- _Material provided_:
Content starts
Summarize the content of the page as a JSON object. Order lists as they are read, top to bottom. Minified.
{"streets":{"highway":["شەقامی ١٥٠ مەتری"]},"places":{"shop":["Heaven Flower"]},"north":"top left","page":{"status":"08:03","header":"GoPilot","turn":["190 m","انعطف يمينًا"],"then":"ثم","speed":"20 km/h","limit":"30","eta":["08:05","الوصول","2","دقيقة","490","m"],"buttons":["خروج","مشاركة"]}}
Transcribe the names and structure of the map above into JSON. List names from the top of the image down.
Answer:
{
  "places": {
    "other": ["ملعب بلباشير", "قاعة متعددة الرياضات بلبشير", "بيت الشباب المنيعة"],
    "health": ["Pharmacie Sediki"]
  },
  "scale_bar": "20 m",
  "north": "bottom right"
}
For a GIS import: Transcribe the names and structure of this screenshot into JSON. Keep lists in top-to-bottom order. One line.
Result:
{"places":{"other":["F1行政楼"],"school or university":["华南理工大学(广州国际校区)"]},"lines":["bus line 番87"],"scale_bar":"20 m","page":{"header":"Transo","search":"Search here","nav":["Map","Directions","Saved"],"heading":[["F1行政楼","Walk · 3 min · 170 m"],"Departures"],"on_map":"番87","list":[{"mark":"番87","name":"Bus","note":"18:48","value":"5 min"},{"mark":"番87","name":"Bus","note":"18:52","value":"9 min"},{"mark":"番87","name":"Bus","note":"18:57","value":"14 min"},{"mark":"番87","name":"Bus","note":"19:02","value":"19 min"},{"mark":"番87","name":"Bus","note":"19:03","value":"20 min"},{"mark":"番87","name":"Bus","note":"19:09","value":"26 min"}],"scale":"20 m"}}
Content ends
Content starts
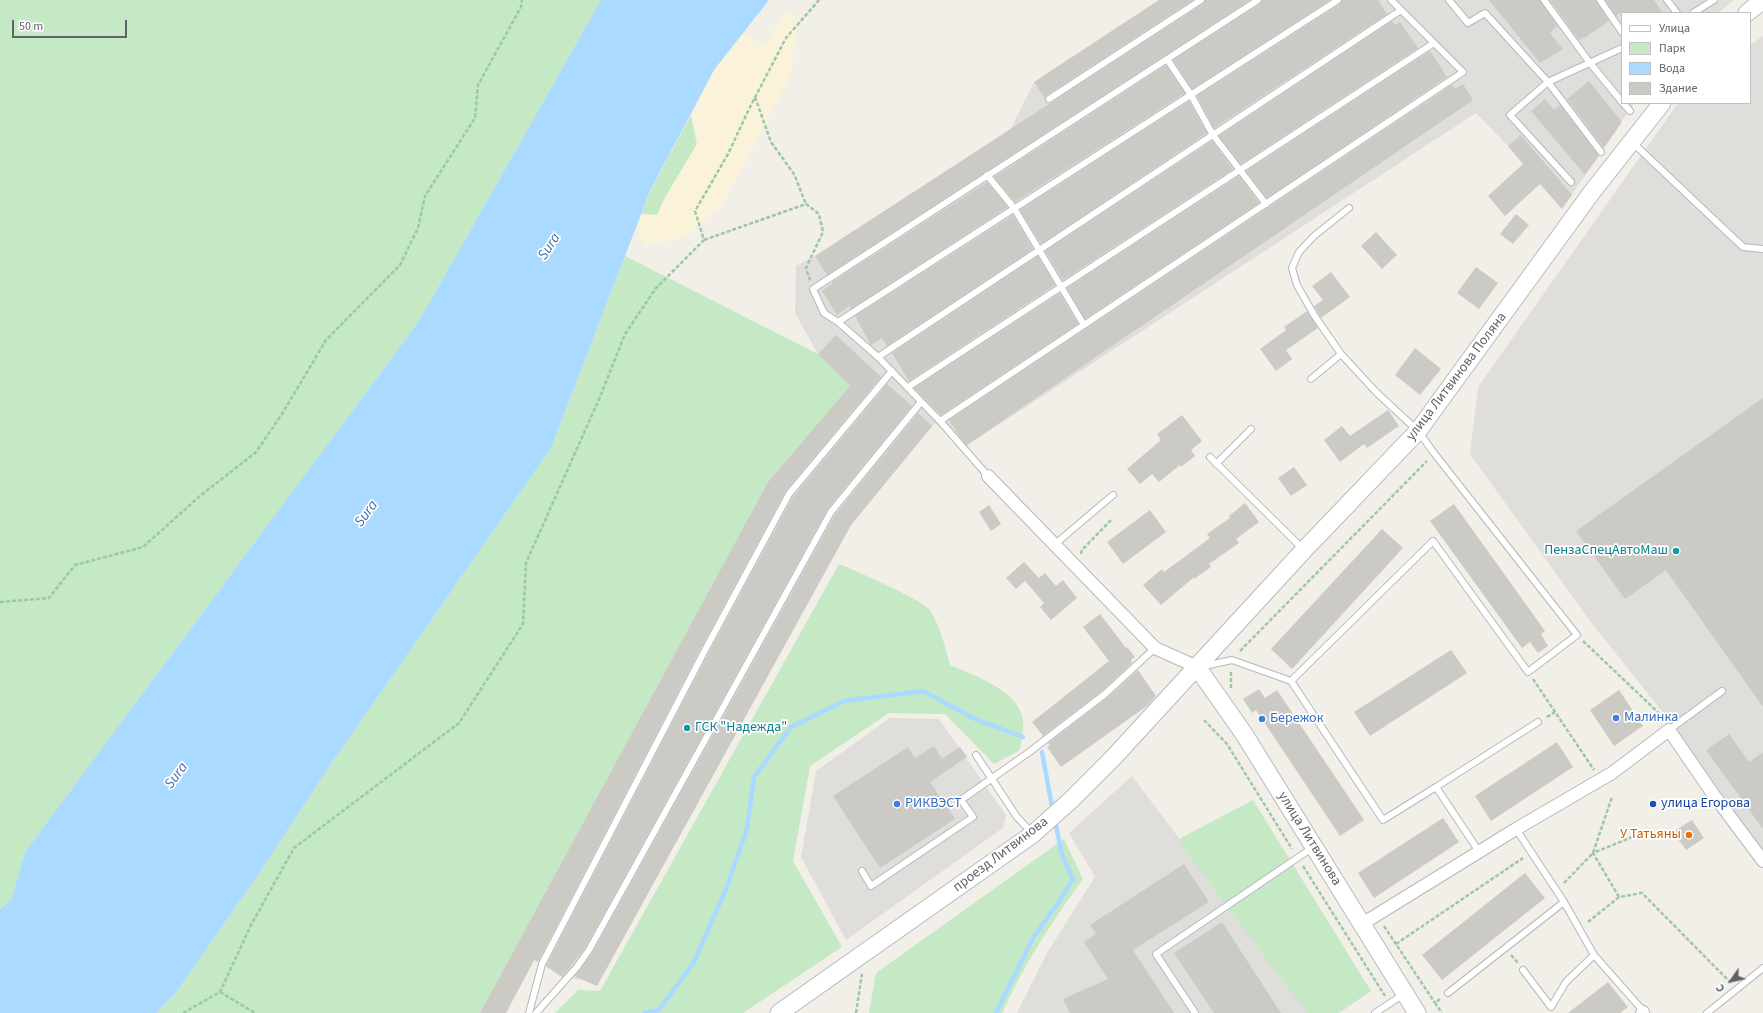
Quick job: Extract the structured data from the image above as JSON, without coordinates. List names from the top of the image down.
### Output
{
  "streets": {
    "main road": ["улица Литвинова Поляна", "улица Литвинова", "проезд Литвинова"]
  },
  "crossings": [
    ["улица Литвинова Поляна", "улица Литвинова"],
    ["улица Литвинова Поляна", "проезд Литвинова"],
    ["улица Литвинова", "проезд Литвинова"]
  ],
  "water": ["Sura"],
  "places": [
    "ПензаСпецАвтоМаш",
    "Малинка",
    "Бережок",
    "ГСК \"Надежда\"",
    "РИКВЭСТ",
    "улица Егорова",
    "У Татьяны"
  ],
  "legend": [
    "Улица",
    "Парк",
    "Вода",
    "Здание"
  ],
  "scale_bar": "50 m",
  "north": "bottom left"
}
Content ends
Look through the entries above; copy each line where the string "from" appears.

- _Written reply_:
Transcribe the names and structure of the map above into JSON. List names from the top of the image down.
Quick job: Extract the structured data from the image above as JSON, without coordinates. List names from the top of the image down.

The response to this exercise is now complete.